When to choose VPN over dedicated connectivity
| Criterion | VPN wins when | Dedicated wins when |
|---|---|---|
| Bandwidth | Under ~5 Gbps sustained | 5+ Gbps sustained |
| Egress volume | Under 5 TB/month from cloud to on-premises | 5+ TB/month |
| Latency | 5-15 ms variance is acceptable | Need consistent <5 ms variance |
| Setup time | Need it working today | 4-12 weeks is fine |
| Fixed monthly cost | Under $200/month is required | $500-3000/month budget exists |
| Encryption | Need encryption out of the box | Need bare-metal performance more than encryption |
| Compliance posture | FIPS 140-2 IPsec is acceptable | Air-gapped private connectivity is required |
The IPsec parameters you actually pick
IPsec is configured in two phases.

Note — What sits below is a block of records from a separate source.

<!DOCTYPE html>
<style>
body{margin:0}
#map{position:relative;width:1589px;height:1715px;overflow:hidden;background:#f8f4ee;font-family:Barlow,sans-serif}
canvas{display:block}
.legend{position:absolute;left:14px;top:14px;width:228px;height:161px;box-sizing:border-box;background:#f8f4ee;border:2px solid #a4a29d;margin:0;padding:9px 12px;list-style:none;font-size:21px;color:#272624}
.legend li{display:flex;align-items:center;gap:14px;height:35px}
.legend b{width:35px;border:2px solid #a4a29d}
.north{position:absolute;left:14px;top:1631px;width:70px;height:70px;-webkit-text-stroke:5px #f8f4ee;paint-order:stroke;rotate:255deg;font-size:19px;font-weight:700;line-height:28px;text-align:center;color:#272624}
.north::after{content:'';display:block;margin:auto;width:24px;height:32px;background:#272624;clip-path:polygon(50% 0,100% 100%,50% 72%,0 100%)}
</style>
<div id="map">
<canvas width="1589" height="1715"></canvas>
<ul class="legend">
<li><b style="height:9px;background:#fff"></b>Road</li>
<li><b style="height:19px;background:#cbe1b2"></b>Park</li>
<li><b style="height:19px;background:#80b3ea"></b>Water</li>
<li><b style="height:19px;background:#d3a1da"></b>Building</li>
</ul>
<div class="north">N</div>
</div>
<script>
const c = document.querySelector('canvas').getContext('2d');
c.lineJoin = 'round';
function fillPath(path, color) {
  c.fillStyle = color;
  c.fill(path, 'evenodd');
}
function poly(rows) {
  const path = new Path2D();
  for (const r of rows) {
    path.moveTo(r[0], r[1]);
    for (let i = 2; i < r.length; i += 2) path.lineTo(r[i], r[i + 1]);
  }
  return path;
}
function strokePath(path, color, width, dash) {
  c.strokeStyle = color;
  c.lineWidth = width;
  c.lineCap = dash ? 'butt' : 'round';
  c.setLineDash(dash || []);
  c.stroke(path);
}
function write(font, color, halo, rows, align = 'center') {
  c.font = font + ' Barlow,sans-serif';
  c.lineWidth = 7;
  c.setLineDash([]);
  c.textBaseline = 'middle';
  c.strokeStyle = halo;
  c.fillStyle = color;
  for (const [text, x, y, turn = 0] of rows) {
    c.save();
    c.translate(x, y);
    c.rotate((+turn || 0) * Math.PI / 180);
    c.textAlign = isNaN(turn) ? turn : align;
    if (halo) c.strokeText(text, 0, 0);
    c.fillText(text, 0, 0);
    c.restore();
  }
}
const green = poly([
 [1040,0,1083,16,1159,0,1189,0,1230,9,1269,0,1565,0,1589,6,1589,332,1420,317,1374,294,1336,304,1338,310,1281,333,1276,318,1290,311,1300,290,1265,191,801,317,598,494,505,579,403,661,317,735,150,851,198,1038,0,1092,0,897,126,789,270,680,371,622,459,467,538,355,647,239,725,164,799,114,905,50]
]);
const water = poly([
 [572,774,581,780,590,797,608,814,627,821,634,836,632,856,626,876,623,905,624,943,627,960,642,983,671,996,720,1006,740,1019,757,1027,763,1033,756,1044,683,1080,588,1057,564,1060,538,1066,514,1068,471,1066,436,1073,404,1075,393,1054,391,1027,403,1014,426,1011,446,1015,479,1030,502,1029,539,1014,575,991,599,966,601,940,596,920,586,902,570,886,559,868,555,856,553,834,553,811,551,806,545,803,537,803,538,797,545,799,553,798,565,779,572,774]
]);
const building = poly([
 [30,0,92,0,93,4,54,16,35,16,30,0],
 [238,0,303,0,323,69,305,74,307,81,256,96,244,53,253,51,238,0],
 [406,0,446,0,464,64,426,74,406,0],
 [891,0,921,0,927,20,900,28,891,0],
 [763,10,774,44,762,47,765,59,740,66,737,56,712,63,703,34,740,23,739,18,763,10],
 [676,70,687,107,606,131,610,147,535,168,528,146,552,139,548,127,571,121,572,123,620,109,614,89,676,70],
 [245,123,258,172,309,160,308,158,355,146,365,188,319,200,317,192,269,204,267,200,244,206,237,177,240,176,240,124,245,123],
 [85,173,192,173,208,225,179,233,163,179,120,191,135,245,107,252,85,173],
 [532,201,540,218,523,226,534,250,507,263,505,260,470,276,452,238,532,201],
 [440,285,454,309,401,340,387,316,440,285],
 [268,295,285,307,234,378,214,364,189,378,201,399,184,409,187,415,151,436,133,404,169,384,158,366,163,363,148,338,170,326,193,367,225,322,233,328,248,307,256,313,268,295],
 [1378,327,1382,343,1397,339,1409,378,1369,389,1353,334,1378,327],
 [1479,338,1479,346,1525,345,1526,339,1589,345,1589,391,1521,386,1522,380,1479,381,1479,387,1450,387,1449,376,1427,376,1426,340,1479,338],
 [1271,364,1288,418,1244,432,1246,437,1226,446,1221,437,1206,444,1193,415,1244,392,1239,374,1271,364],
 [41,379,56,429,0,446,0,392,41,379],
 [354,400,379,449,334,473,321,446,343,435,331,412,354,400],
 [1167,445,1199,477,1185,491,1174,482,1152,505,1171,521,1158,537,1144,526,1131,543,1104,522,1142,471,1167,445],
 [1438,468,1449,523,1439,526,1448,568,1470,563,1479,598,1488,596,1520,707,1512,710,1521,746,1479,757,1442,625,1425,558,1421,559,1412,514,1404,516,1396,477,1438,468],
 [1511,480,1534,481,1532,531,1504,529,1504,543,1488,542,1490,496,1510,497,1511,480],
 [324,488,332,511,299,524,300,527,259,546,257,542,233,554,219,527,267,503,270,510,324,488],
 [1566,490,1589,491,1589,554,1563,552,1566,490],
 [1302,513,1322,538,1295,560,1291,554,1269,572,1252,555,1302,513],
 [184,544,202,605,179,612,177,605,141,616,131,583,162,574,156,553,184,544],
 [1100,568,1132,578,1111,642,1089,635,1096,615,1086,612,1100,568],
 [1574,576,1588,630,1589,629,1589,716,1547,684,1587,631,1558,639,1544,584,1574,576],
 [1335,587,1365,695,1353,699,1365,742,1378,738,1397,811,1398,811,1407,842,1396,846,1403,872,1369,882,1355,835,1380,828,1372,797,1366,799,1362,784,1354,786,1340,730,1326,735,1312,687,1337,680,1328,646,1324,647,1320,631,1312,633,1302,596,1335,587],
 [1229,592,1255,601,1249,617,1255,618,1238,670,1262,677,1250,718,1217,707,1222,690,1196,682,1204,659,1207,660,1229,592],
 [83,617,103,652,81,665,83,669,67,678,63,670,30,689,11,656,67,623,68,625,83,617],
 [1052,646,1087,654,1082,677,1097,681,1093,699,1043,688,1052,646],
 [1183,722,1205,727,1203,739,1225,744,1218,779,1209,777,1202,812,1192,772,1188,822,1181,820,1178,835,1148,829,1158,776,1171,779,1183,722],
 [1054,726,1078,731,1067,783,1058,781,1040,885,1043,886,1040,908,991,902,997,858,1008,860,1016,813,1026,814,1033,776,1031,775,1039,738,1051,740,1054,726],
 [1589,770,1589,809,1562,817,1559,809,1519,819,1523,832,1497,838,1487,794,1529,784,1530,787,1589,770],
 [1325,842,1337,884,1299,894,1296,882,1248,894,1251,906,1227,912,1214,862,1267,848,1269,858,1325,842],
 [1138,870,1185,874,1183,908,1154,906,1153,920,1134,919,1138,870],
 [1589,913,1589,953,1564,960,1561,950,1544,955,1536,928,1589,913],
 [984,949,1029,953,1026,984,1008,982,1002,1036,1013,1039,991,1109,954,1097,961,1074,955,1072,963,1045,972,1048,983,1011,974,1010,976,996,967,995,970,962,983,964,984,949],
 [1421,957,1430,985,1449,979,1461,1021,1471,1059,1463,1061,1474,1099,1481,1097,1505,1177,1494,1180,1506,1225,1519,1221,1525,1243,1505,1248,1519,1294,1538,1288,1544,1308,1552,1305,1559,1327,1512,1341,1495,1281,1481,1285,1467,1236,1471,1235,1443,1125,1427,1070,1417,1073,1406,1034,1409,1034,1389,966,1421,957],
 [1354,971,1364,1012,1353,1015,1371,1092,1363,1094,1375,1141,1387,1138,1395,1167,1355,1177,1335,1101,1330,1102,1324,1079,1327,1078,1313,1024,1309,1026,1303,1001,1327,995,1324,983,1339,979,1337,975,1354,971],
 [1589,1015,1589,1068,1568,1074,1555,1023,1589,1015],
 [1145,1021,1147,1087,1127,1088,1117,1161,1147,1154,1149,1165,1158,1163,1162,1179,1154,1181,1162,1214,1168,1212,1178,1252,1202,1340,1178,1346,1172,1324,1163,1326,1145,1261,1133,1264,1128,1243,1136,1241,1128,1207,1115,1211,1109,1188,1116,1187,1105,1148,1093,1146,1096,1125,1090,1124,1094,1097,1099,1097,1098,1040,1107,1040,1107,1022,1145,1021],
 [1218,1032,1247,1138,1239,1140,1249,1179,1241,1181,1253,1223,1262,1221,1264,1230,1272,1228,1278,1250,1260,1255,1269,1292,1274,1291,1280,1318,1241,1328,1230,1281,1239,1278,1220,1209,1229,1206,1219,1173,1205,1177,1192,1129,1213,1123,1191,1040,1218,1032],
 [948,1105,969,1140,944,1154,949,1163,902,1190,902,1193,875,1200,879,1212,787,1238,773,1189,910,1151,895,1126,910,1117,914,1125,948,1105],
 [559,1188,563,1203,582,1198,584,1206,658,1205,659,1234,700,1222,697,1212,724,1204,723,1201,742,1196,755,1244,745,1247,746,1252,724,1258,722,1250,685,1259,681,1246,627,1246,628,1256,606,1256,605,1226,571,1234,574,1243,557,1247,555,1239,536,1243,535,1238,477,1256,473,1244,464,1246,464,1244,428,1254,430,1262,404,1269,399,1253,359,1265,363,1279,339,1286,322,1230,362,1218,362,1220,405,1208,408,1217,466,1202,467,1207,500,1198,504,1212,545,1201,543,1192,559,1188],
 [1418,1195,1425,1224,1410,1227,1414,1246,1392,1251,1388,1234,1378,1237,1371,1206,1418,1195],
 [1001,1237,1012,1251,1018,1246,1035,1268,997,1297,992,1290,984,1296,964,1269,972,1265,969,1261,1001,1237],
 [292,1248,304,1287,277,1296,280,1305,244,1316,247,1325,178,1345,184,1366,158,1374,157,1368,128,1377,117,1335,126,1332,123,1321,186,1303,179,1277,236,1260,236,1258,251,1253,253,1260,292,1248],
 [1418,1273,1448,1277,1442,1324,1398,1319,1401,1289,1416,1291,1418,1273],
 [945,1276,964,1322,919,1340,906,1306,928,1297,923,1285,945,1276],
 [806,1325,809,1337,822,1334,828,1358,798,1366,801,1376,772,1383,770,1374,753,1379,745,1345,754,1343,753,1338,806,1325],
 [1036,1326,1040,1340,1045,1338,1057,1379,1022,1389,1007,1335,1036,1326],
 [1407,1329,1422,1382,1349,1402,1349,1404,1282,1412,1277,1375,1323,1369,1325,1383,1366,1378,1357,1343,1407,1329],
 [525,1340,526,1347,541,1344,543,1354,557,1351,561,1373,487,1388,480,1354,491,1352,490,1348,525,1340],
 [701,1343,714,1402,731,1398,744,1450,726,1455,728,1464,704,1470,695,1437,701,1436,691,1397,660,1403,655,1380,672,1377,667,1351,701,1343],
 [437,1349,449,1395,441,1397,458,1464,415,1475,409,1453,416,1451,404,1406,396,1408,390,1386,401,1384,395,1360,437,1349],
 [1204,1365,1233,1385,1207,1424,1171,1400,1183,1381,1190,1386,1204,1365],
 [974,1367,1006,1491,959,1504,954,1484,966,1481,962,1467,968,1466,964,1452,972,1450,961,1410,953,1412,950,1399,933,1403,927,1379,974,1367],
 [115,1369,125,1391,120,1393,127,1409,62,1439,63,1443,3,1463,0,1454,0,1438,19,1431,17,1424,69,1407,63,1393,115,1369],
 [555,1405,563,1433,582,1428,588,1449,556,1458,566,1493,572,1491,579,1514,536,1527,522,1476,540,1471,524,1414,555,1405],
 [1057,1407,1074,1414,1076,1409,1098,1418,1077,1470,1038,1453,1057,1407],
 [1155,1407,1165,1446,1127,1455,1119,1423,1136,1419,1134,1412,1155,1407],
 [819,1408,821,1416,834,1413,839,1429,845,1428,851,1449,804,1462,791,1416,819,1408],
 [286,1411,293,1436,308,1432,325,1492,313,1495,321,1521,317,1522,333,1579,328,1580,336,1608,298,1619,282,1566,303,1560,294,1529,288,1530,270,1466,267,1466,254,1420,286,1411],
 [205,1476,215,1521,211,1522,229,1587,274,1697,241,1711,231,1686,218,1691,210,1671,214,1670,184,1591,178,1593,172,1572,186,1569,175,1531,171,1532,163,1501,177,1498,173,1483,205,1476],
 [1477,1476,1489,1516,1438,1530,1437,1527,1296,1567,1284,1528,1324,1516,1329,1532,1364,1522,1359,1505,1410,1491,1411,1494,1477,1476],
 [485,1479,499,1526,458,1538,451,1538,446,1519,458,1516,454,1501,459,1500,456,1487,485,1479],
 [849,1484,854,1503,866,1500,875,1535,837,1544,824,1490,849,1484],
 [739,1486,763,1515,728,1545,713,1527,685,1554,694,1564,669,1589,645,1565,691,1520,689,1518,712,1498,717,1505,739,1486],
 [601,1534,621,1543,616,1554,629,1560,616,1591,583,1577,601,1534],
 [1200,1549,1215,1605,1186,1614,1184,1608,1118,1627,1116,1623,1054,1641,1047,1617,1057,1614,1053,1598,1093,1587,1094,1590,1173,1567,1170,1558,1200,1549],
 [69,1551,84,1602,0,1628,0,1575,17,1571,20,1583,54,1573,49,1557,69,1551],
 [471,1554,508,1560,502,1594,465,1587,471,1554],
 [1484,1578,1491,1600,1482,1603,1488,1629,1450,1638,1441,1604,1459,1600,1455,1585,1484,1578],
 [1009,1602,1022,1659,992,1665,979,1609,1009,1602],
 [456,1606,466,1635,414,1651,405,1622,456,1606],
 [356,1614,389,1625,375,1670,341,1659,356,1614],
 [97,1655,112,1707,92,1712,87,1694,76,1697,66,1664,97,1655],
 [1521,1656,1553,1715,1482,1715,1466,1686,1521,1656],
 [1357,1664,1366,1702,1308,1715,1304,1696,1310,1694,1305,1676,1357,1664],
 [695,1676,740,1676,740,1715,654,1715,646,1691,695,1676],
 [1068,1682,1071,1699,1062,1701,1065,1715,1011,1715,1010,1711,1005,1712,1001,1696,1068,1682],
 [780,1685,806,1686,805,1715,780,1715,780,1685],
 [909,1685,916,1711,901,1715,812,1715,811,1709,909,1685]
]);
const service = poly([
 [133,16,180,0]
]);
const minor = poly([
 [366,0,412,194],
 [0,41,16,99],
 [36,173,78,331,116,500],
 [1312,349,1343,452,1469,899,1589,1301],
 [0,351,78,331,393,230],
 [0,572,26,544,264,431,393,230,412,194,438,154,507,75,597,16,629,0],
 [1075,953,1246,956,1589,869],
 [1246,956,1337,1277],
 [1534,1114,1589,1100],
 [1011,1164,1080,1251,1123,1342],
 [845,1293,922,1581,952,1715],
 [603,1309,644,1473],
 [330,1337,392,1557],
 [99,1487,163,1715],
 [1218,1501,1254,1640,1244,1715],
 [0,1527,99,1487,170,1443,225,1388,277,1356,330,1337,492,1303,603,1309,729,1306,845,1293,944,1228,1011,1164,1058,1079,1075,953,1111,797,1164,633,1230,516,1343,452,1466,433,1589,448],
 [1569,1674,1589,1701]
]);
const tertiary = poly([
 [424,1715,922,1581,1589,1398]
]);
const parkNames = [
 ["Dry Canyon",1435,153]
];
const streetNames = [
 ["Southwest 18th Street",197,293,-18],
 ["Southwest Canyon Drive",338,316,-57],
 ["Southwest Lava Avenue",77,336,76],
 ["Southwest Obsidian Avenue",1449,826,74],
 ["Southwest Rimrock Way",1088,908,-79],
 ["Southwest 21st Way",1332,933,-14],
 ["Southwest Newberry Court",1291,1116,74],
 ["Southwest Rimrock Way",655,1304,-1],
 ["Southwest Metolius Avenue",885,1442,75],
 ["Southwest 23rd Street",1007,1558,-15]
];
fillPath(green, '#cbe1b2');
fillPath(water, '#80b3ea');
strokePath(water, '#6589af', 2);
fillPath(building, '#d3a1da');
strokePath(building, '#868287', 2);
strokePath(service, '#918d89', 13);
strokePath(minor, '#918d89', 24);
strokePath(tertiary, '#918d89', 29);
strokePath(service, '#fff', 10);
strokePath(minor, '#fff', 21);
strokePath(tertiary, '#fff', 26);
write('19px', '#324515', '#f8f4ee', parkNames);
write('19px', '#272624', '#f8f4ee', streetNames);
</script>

Both ends must agree exactly.
Phase 1 (IKE)
Establishes the secure channel for negotiating Phase 2. Modern recommendations:
- IKE version: IKEv2. Faster, more reliable, supports MOBIKE for mobile clients. IKEv1 only for legacy compatibility.
- Encryption: AES-256-GCM (preferred) or AES-256-CBC.
- Integrity: Not needed with GCM (authenticated encryption); SHA-256 or SHA-384 with CBC.
- DH Group: 19, 20, or 21 (ECDH). DH Group 14 (MODP-2048) is acceptable but slower. Avoid Group 2 (MODP-1024).
- Lifetime: 28800 seconds (8 hours).
- Authentication: Pre-shared key (PSK) for simplicity, X.509 certificates for higher security environments.
Phase 2 (IPsec SA)
The actual data tunnel.
- Protocol: ESP (Encapsulating Security Payload). Never AH alone (no encryption).
- Encryption: AES-256-GCM.
- PFS (Perfect Forward Secrecy): Enabled. Use DH Group matching Phase 1.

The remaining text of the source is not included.